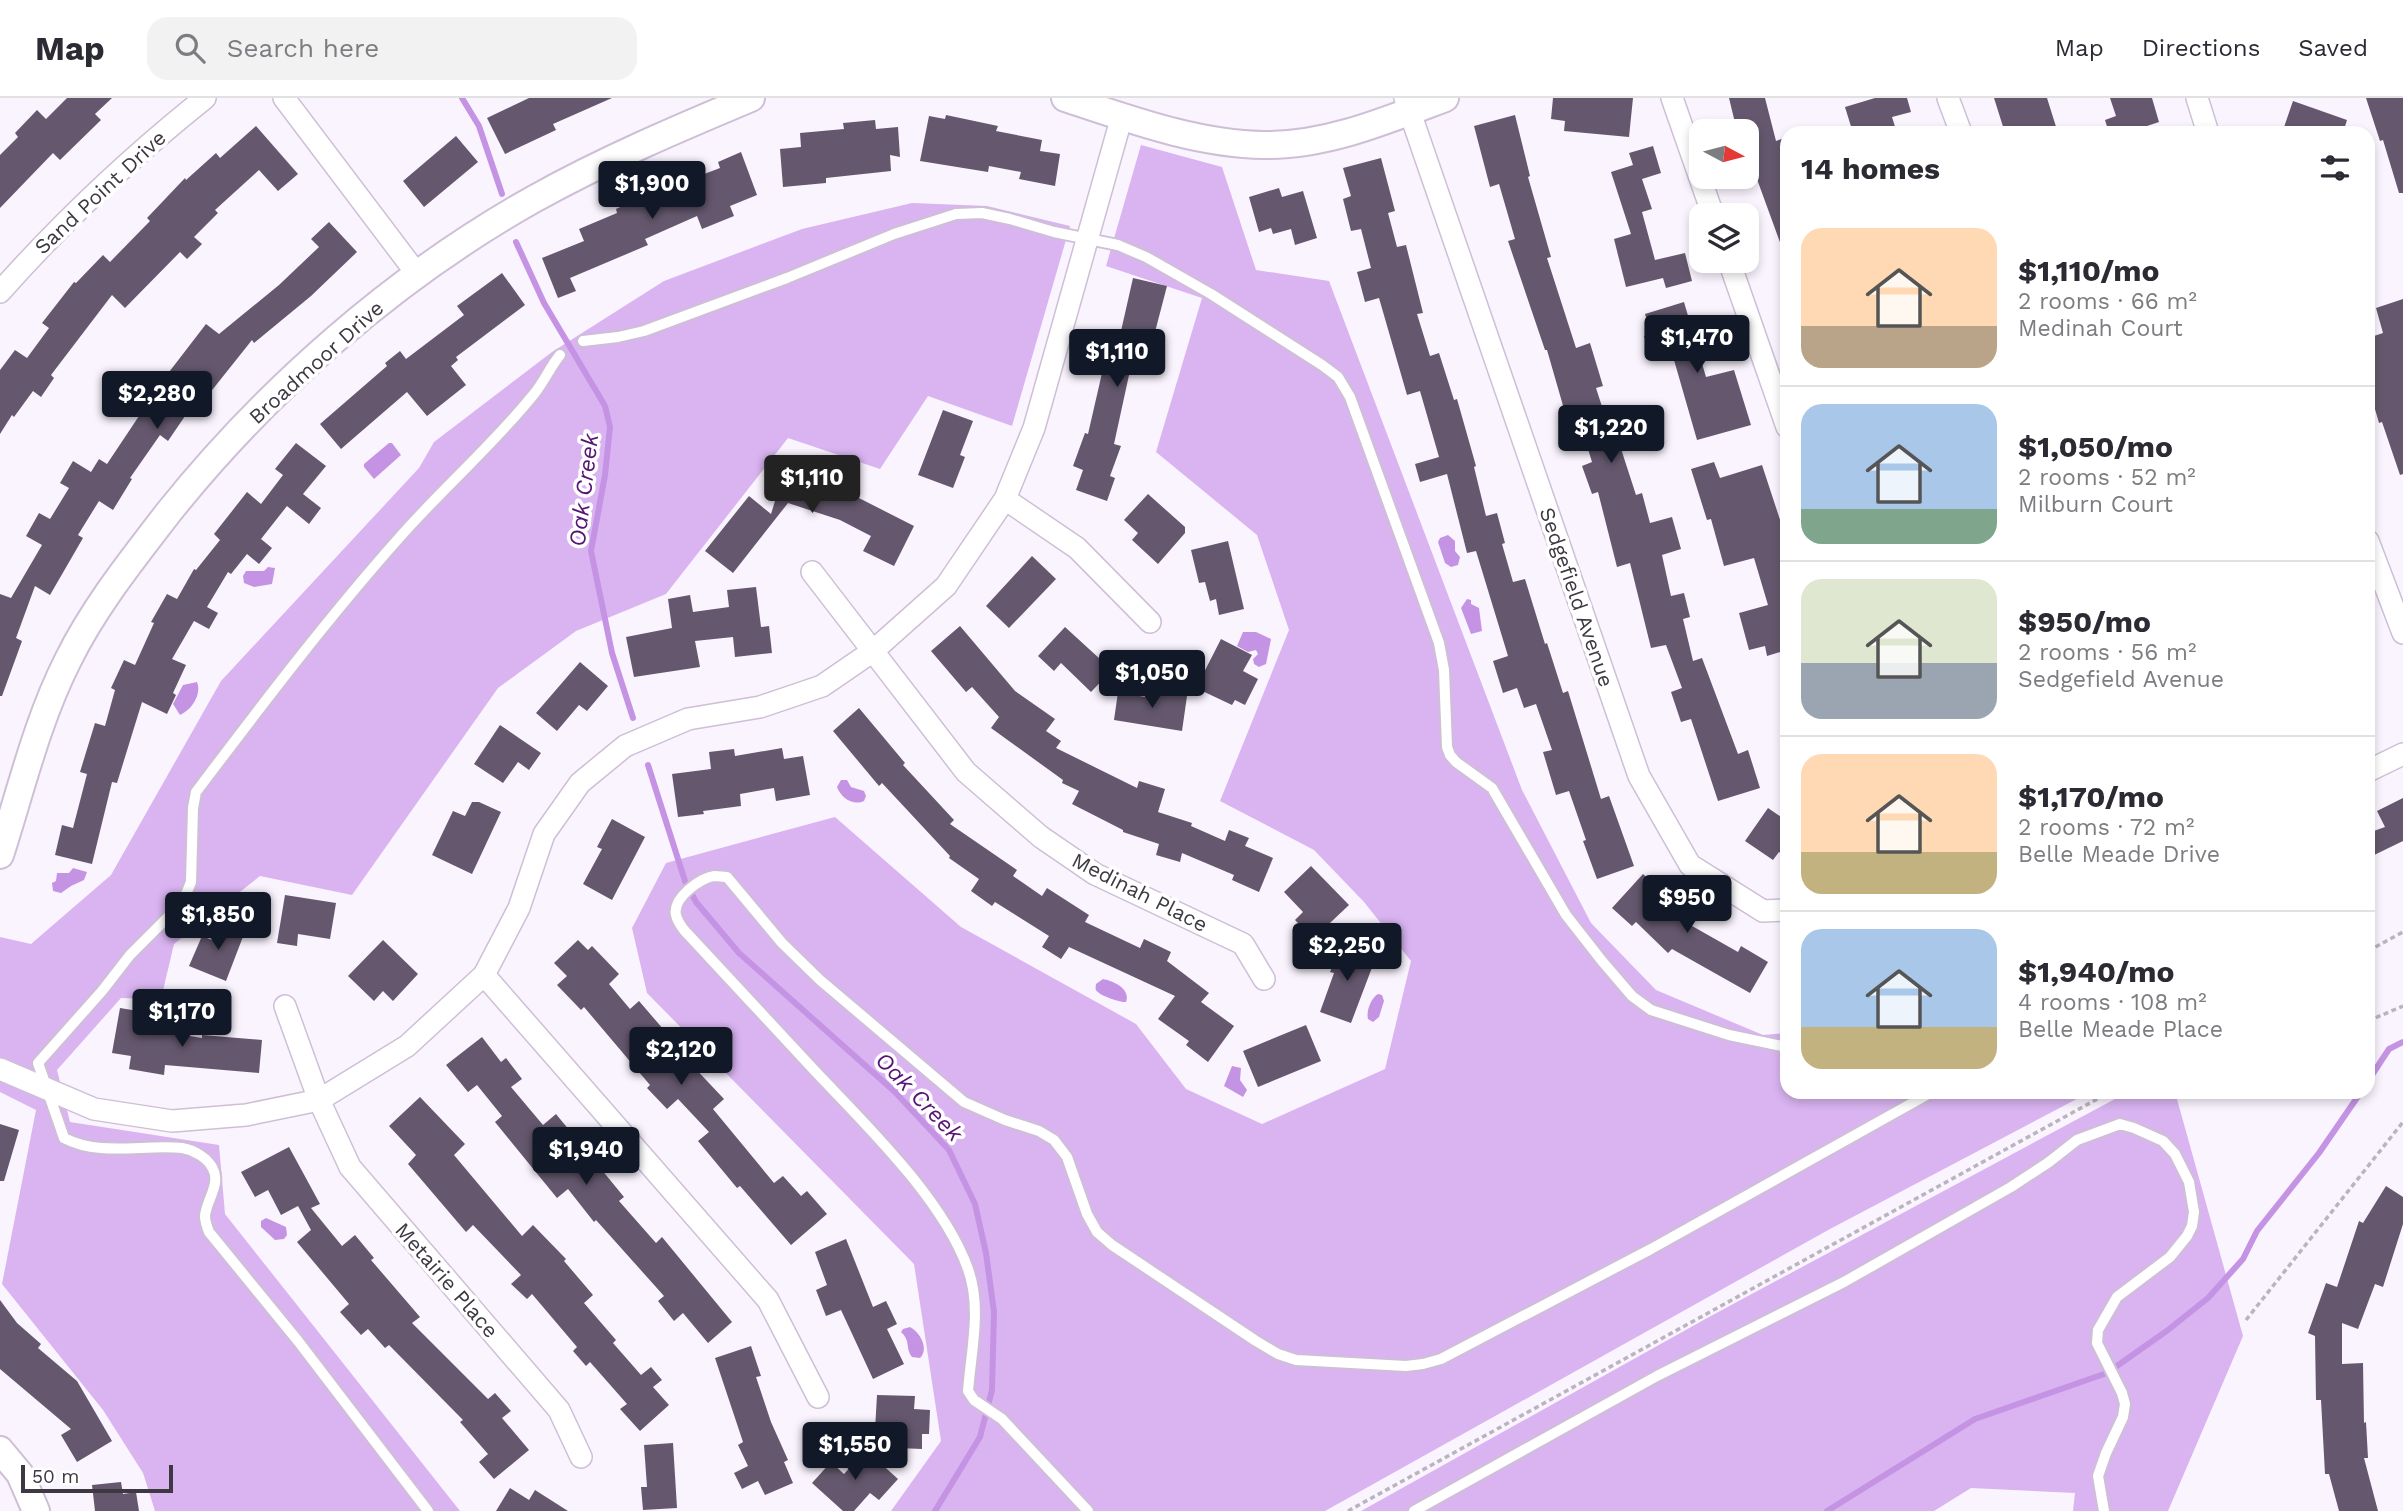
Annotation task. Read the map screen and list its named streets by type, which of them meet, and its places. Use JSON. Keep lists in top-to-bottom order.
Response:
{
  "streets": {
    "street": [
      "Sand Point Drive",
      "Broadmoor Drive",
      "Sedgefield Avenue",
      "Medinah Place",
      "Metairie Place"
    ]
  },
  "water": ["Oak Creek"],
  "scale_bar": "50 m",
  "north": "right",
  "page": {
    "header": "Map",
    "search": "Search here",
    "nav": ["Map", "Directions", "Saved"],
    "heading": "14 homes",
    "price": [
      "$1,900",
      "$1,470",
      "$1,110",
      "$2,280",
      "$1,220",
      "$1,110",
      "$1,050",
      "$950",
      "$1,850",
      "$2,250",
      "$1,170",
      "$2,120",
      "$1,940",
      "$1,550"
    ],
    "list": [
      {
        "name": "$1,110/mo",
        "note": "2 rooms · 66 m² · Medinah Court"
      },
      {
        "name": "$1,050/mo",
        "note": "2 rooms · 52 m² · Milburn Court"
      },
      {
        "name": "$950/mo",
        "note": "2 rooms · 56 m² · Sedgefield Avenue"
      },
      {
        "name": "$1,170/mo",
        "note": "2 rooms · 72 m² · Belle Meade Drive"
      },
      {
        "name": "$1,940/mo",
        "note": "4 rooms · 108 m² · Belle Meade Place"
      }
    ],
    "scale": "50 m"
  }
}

+++++

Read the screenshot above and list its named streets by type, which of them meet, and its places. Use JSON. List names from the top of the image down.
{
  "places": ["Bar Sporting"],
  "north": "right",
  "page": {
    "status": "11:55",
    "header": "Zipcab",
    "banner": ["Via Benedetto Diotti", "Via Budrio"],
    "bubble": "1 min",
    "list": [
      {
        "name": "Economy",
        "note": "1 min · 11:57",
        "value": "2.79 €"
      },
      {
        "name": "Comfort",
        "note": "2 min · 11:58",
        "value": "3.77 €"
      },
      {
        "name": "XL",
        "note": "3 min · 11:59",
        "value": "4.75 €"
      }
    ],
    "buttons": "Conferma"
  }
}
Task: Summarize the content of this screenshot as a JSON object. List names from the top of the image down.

+++++

What is expected
Whatever else the listing above holds, retype exactly only the lines from the one containing "Read the screenshot" to the one containing "Task: Summarize the", both ends kept.

Solution to the problem
Read the screenshot above and list its named streets by type, which of them meet, and its places. Use JSON. List names from the top of the image down.
{
  "places": ["Bar Sporting"],
  "north": "right",
  "page": {
    "status": "11:55",
    "header": "Zipcab",
    "banner": ["Via Benedetto Diotti", "Via Budrio"],
    "bubble": "1 min",
    "list": [
      {
        "name": "Economy",
        "note": "1 min · 11:57",
        "value": "2.79 €"
      },
      {
        "name": "Comfort",
        "note": "2 min · 11:58",
        "value": "3.77 €"
      },
      {
        "name": "XL",
        "note": "3 min · 11:59",
        "value": "4.75 €"
      }
    ],
    "buttons": "Conferma"
  }
}
Task: Summarize the content of this screenshot as a JSON object. List names from the top of the image down.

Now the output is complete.